*Goal of the exercise*. Start at the first line of the material. Repeat each line exactly through the one containing "M146,670L312,545L433,463", then stop.

- - -

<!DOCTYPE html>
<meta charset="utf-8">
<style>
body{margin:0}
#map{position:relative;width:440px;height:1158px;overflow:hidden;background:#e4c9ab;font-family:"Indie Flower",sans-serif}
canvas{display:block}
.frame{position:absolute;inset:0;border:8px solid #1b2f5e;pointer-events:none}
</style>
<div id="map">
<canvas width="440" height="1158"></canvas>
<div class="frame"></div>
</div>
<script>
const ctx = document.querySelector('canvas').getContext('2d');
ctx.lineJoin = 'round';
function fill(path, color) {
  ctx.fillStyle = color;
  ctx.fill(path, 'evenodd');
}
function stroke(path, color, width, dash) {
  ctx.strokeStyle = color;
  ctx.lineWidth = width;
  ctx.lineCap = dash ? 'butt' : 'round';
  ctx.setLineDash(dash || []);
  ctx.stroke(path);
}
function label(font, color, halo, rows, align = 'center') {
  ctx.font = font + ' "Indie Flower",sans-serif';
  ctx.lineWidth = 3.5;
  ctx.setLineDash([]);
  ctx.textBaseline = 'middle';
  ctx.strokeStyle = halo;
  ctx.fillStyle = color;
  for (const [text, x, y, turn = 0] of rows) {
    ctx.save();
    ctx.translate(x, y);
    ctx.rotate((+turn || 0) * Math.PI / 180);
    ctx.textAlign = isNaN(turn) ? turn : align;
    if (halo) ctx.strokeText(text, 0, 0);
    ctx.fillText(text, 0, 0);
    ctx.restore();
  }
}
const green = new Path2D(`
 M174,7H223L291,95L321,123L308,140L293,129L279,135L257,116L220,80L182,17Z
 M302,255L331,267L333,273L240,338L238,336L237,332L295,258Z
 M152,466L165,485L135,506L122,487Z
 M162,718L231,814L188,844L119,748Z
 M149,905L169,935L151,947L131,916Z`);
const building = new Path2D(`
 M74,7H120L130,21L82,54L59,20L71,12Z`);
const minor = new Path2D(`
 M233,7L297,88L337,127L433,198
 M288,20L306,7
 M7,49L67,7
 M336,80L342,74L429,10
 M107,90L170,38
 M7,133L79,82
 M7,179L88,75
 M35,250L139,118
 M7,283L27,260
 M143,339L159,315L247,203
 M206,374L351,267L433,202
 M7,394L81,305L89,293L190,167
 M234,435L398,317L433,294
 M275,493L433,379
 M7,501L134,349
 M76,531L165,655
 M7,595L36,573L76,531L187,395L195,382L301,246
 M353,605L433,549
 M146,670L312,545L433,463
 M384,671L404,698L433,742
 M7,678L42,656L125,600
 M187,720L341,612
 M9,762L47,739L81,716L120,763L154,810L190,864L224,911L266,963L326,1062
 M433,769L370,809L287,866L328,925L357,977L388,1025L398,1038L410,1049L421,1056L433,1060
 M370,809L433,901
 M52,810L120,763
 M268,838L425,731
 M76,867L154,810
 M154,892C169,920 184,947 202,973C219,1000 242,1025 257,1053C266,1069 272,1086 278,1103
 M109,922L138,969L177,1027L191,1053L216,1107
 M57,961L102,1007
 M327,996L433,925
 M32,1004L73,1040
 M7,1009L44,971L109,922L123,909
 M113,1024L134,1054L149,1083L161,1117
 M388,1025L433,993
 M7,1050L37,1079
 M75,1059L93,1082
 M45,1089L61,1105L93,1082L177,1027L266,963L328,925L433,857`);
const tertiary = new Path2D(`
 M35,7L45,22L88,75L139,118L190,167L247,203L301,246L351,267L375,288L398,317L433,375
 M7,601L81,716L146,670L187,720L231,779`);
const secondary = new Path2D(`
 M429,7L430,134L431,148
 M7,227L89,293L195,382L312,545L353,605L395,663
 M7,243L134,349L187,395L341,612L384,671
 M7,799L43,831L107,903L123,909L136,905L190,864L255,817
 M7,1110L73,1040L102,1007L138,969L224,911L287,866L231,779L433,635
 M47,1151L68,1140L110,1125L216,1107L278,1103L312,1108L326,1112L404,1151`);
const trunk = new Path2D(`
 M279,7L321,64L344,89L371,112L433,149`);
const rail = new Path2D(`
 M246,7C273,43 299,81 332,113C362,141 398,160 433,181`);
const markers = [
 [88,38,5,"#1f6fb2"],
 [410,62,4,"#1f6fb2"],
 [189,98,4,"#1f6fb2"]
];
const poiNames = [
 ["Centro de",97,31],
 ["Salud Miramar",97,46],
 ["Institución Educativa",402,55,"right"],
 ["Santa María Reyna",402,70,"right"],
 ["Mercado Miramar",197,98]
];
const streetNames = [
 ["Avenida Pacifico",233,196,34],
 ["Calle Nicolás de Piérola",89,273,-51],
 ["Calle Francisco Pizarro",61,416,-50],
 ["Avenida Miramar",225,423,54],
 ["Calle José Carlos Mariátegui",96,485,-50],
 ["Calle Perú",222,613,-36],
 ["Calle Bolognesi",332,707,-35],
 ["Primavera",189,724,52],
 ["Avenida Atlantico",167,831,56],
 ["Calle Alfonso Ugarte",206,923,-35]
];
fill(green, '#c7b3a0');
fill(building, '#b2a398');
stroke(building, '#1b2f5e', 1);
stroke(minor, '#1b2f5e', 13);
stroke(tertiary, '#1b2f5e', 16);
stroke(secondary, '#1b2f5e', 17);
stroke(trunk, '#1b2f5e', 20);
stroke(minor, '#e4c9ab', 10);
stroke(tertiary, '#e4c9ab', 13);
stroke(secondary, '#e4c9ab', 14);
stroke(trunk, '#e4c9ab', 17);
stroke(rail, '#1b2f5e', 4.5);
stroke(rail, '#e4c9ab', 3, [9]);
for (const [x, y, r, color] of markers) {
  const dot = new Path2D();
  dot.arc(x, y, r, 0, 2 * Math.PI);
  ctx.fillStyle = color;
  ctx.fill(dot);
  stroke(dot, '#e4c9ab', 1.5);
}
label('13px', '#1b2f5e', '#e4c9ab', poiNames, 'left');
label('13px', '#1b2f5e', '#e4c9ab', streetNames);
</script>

- - -

*Response area*.
<!DOCTYPE html>
<meta charset="utf-8">
<style>
body{margin:0}
#map{position:relative;width:440px;height:1158px;overflow:hidden;background:#e4c9ab;font-family:"Indie Flower",sans-serif}
canvas{display:block}
.frame{position:absolute;inset:0;border:8px solid #1b2f5e;pointer-events:none}
</style>
<div id="map">
<canvas width="440" height="1158"></canvas>
<div class="frame"></div>
</div>
<script>
const ctx = document.querySelector('canvas').getContext('2d');
ctx.lineJoin = 'round';
function fill(path, color) {
  ctx.fillStyle = color;
  ctx.fill(path, 'evenodd');
}
function stroke(path, color, width, dash) {
  ctx.strokeStyle = color;
  ctx.lineWidth = width;
  ctx.lineCap = dash ? 'butt' : 'round';
  ctx.setLineDash(dash || []);
  ctx.stroke(path);
}
function label(font, color, halo, rows, align = 'center') {
  ctx.font = font + ' "Indie Flower",sans-serif';
  ctx.lineWidth = 3.5;
  ctx.setLineDash([]);
  ctx.textBaseline = 'middle';
  ctx.strokeStyle = halo;
  ctx.fillStyle = color;
  for (const [text, x, y, turn = 0] of rows) {
    ctx.save();
    ctx.translate(x, y);
    ctx.rotate((+turn || 0) * Math.PI / 180);
    ctx.textAlign = isNaN(turn) ? turn : align;
    if (halo) ctx.strokeText(text, 0, 0);
    ctx.fillText(text, 0, 0);
    ctx.restore();
  }
}
const green = new Path2D(`
 M174,7H223L291,95L321,123L308,140L293,129L279,135L257,116L220,80L182,17Z
 M302,255L331,267L333,273L240,338L238,336L237,332L295,258Z
 M152,466L165,485L135,506L122,487Z
 M162,718L231,814L188,844L119,748Z
 M149,905L169,935L151,947L131,916Z`);
const building = new Path2D(`
 M74,7H120L130,21L82,54L59,20L71,12Z`);
const minor = new Path2D(`
 M233,7L297,88L337,127L433,198
 M288,20L306,7
 M7,49L67,7
 M336,80L342,74L429,10
 M107,90L170,38
 M7,133L79,82
 M7,179L88,75
 M35,250L139,118
 M7,283L27,260
 M143,339L159,315L247,203
 M206,374L351,267L433,202
 M7,394L81,305L89,293L190,167
 M234,435L398,317L433,294
 M275,493L433,379
 M7,501L134,349
 M76,531L165,655
 M7,595L36,573L76,531L187,395L195,382L301,246
 M353,605L433,549
 M146,670L312,545L433,463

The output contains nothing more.